"The Turing test has passed, and no one seemed to care."
Distilling intelligence, automated development, and the future of Warp
On October 17, 2025, Warp CEO Zach Lloyd joined the No Priors Podcast to explore how agentic development tools will reshape software creation, why intelligence and consciousness remain separate concepts, and what automated engineering means for teams.
Distilling Intelligence Without Consciousness
Lloyd framed recent AI breakthroughs as an exercise in extracting narrow capabilities rather than recreating people. “The way I think about the advances is we are distilling intelligence,” he said. “It’s fascinating how much intelligence you can get out of just next-token prediction.”
He cautioned against conflating performance with sentience. Today’s systems can execute tasks we recognize as intelligent, yet remain mechanistic. “We have distilled something that can do things we recognize as intelligence, but it’s totally mechanistic,” he explained. Referencing the sci-fi novel Blindsight, Lloyd argued that intelligence and consciousness can diverge.
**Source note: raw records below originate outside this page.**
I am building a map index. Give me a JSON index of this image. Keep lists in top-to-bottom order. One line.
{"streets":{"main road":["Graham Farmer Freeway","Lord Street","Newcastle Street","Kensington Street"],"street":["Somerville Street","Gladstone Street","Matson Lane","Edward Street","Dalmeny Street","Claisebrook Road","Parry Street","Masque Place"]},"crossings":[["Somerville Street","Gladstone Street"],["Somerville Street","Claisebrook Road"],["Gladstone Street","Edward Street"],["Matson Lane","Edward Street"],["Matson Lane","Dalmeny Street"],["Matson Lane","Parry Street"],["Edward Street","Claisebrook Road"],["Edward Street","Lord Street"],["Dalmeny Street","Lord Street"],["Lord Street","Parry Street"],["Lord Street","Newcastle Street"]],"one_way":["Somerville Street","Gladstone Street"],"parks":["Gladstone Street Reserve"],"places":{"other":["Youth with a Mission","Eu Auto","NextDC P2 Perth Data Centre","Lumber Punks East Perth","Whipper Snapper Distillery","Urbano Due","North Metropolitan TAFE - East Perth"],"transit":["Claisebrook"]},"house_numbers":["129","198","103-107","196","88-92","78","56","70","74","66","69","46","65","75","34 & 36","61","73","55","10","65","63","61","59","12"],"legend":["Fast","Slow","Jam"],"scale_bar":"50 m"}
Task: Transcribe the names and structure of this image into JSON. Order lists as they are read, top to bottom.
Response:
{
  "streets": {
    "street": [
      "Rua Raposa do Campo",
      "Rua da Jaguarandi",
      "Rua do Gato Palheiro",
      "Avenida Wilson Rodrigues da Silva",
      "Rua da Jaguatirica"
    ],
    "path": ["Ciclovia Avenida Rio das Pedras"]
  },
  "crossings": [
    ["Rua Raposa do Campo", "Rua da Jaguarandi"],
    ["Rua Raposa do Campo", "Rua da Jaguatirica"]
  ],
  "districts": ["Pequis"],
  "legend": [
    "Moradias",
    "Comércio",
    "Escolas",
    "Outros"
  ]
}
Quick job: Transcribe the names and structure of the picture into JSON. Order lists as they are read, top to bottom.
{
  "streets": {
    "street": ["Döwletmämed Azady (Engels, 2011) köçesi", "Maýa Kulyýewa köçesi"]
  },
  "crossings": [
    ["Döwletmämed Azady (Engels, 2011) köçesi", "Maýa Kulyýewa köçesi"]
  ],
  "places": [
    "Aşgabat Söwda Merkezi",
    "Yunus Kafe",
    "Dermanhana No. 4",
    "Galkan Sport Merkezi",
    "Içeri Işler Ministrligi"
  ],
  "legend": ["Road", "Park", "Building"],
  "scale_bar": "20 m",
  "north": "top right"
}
That perspective led him to a surprising conclusion: “The Turing test has passed, and no one seemed to care.” Because we understand the underlying machinery, he believes society hesitates to attribute consciousness to AI even if it mirrors human conversation. “As long as we know what it’s doing, we’re very unlikely to attribute true consciousness to it,” he said.
From Prompts to Automated Development
Turning to the developer experience, Lloyd charted a three-stage evolution. For most of his career, engineers “developed by hand.” The industry is now transitioning to “develop by prompt,” with “automated development” on the horizon.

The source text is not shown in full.